As a general rule, hospitals fall into one of four Medi-Cal contracting categories: (1) hospitals which have no contractual relationship with the Medi-Cal program; (2) those which have a Selective Provider contract with the California Medical Assistance Commission (“CMAC”); (3) those which have a relationship with an organized health systems such as a county organized health system (“COHS”); and (4) those which contract with both CMAC and COHS.

Since hospitals falling into the first category do not have a Medi-Cal contract, they are not bound by the limitations of Section 14087.28. Thus, they may enter into exclusive contracts for services in addition to radiology, anesthesiology and pathology, provided such agreements are otherwise justified and legally supportable.

Hospitals which have Selective Provider contracts with CMAC may not contract with physicians for exclusive services in areas other than radiology, anesthesiology and pathology. The Department of Health Services has expressly interpreted Section 14087.28 as prohibiting such conduct. The Department’s rationale is that hospital with Selective Provider contracts have a direct contractual relationship with the Medi-Cal program, and thus are bound by the limitations set forth in the statute.

By contrast, the Department of Health Services recently has held that hospitals whose Medi-Cal relationship exists through a COHS are not bound by Section 14087.28. Here, the Department reasons that while hospitals have a direct contractual relationship with the COHS, they don not have such a relationship with the Medi-Cal program. Accordingly, these hospitals are not deemed to contract with “the Medi-Cal program,” and thus are not bound by the statute.

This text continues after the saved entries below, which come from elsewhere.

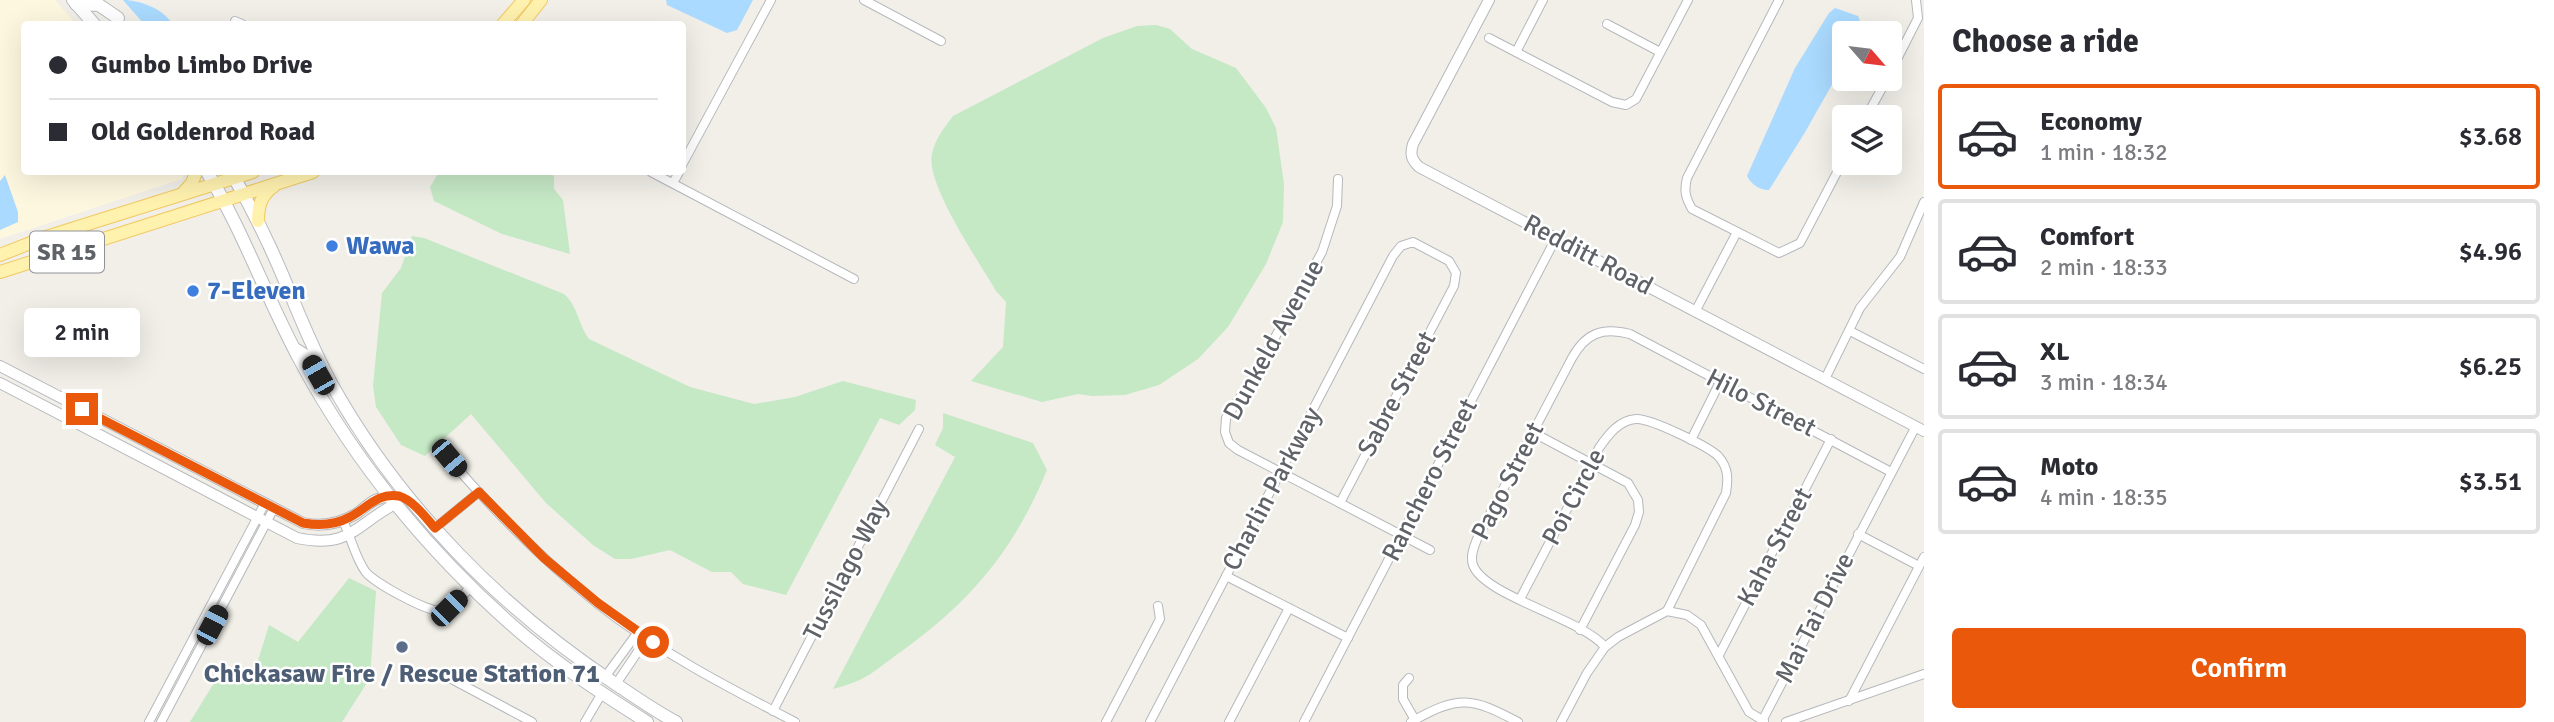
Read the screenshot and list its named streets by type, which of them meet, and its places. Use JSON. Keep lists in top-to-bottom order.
{
  "streets": {
    "main road": ["SR 15"],
    "street": [
      "Redditt Road",
      "Dunkeld Avenue",
      "Sabre Street",
      "Hilo Street",
      "Ranchero Street",
      "Pago Street",
      "Charlin Parkway",
      "Poi Circle",
      "Kaha Street",
      "Tussilago Way",
      "Mai Tai Drive"
    ]
  },
  "crossings": [
    ["Redditt Road", "Ranchero Street"],
    ["Redditt Road", "Mai Tai Drive"],
    ["Dunkeld Avenue", "Sabre Street"],
    ["Dunkeld Avenue", "Ranchero Street"],
    ["Dunkeld Avenue", "Charlin Parkway"],
    ["Sabre Street", "Charlin Parkway"],
    ["Hilo Street", "Pago Street"],
    ["Hilo Street", "Kaha Street"],
    ["Hilo Street", "Mai Tai Drive"],
    ["Pago Street", "Poi Circle"],
    ["Poi Circle", "Mai Tai Drive"],
    ["Kaha Street", "Mai Tai Drive"]
  ],
  "places": ["Wawa", "7-Eleven", "Chickasaw Fire / Rescue Station 71"],
  "north": "bottom right",
  "page": {
    "heading": "Choose a ride",
    "banner": ["Gumbo Limbo Drive", "Old Goldenrod Road"],
    "list": [
      {
        "name": "Economy",
        "note": "1 min · 18:32",
        "value": "$3.68"
      },
      {
        "name": "Comfort",
        "note": "2 min · 18:33",
        "value": "$4.96"
      },
      {
        "name": "XL",
        "note": "3 min · 18:34",
        "value": "$6.25"
      },
      {
        "name": "Moto",
        "note": "4 min · 18:35",
        "value": "$3.51"
      }
    ],
    "bubble": "2 min",
    "buttons": "Confirm"
  }
}
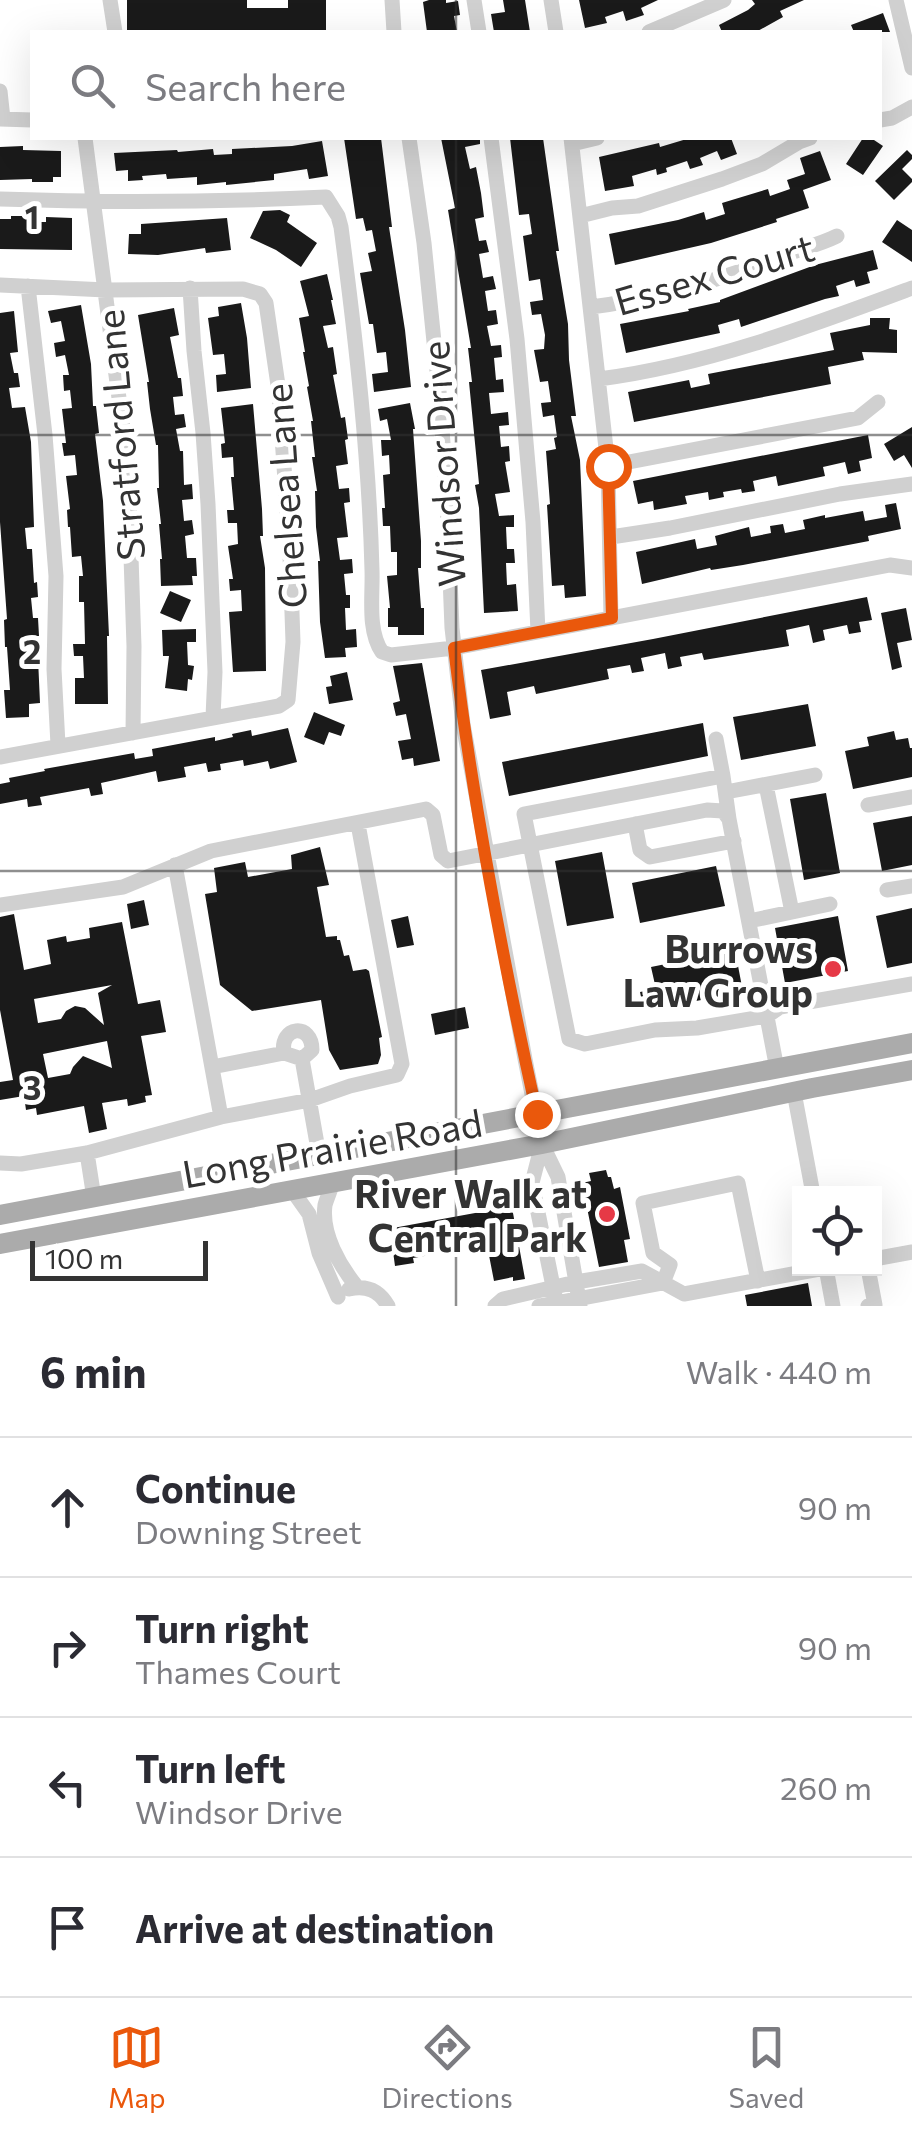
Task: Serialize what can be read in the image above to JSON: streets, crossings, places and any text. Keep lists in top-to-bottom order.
{
  "streets": {
    "main road": ["Long Prairie Road"],
    "street": [
      "Essex Court",
      "Stratford Lane",
      "Windsor Drive",
      "Chelsea Lane"
    ]
  },
  "crossings": [
    ["Windsor Drive", "Long Prairie Road"]
  ],
  "places": ["Burrows Law Group", "River Walk at Central Park"],
  "scale_bar": "100 m",
  "page": {
    "search": "Search here",
    "scale": "100 m",
    "heading": ["6 min", "Walk · 440 m"],
    "list": [
      ["Continue", "Downing Street", "90 m"],
      ["Turn right", "Thames Court", "90 m"],
      ["Turn left", "Windsor Drive", "260 m"],
      "Arrive at destination"
    ],
    "nav": ["Map", "Directions", "Saved"]
  },
  "grid": {
    "rows": ["1", "2", "3"]
  }
}
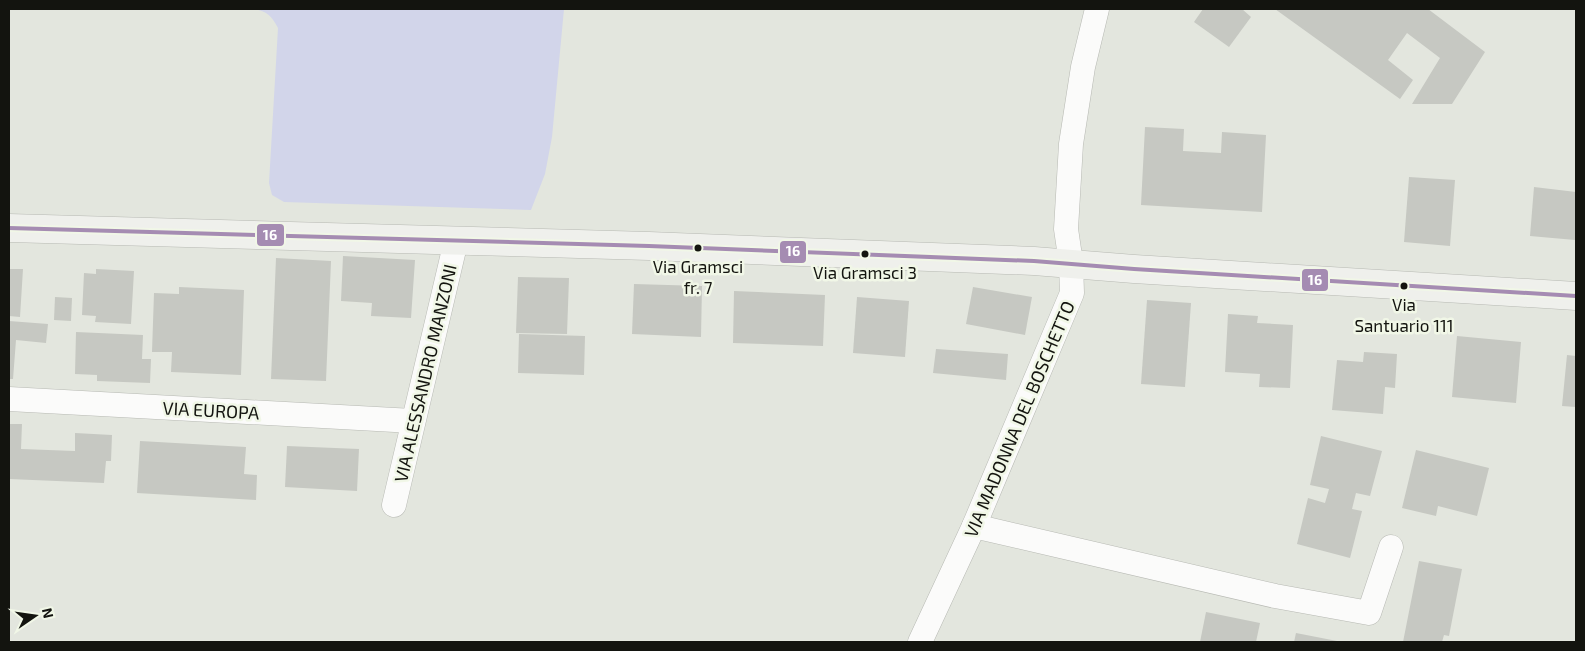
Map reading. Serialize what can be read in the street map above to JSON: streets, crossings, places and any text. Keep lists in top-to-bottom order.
{
  "streets": {
    "street": ["VIA ALESSANDRO MANZONI", "VIA EUROPA", "VIA MADONNA DEL BOSCHETTO"]
  },
  "crossings": [
    ["VIA ALESSANDRO MANZONI", "VIA EUROPA"]
  ],
  "places": ["Via Gramsci fr. 7", "Via Gramsci 3", "Via Santuario 111"],
  "lines": ["transit line 16"],
  "north": "right"
}
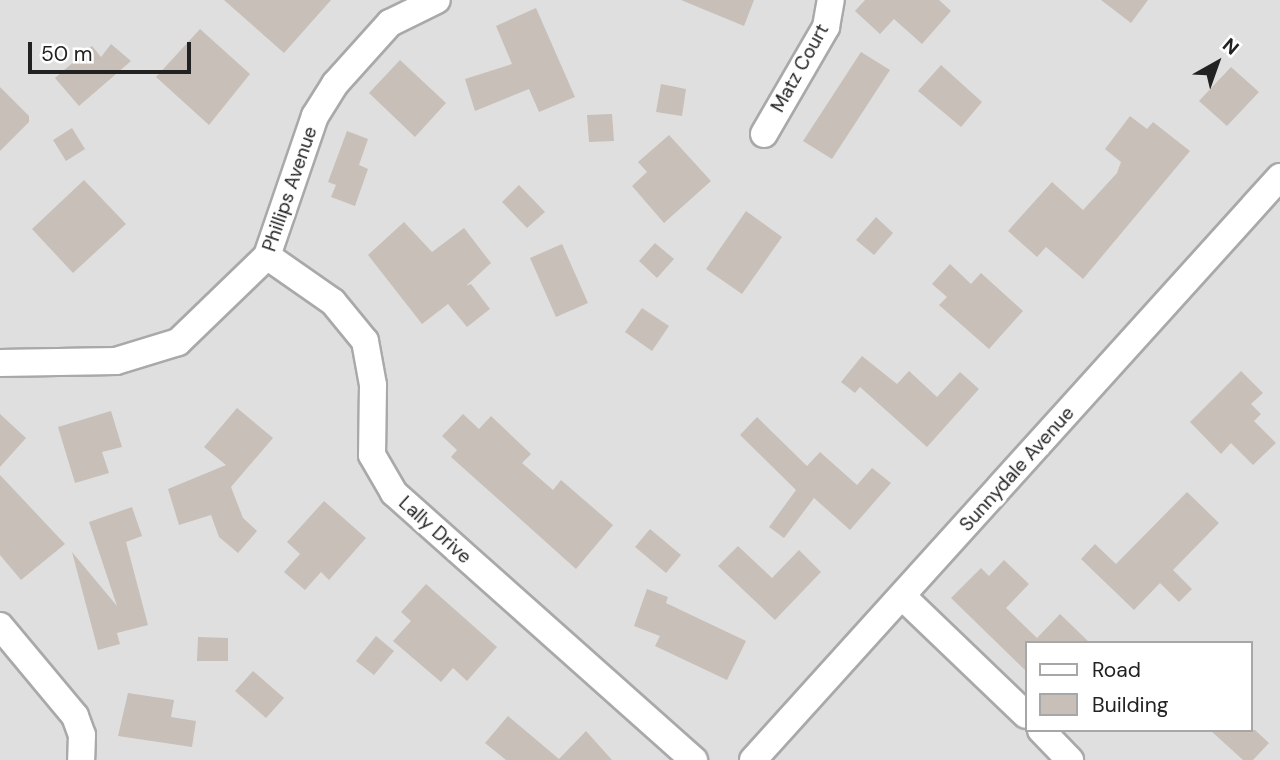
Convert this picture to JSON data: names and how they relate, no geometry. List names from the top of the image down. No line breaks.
{"streets":{"street":["Matz Court","Phillips Avenue","Sunnydale Avenue","Lally Drive"]},"crossings":[["Phillips Avenue","Lally Drive"]],"legend":["Road","Building"],"scale_bar":"50 m","north":"top right"}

Finally, hospitals who have both a Selective Provider contract and a contract with a COHS must comply with the prohibitions expressed in Section 14087.28. Since the Department of Health Services has ruled that hospitals holding Selective Provider contracts are bound by the statute, they are restricted from entering into exclusive contracts for services other than radiology, anesthesiology and pathology. That these hospitals also hold less restrictive COHS contracts in addition is of no consequence.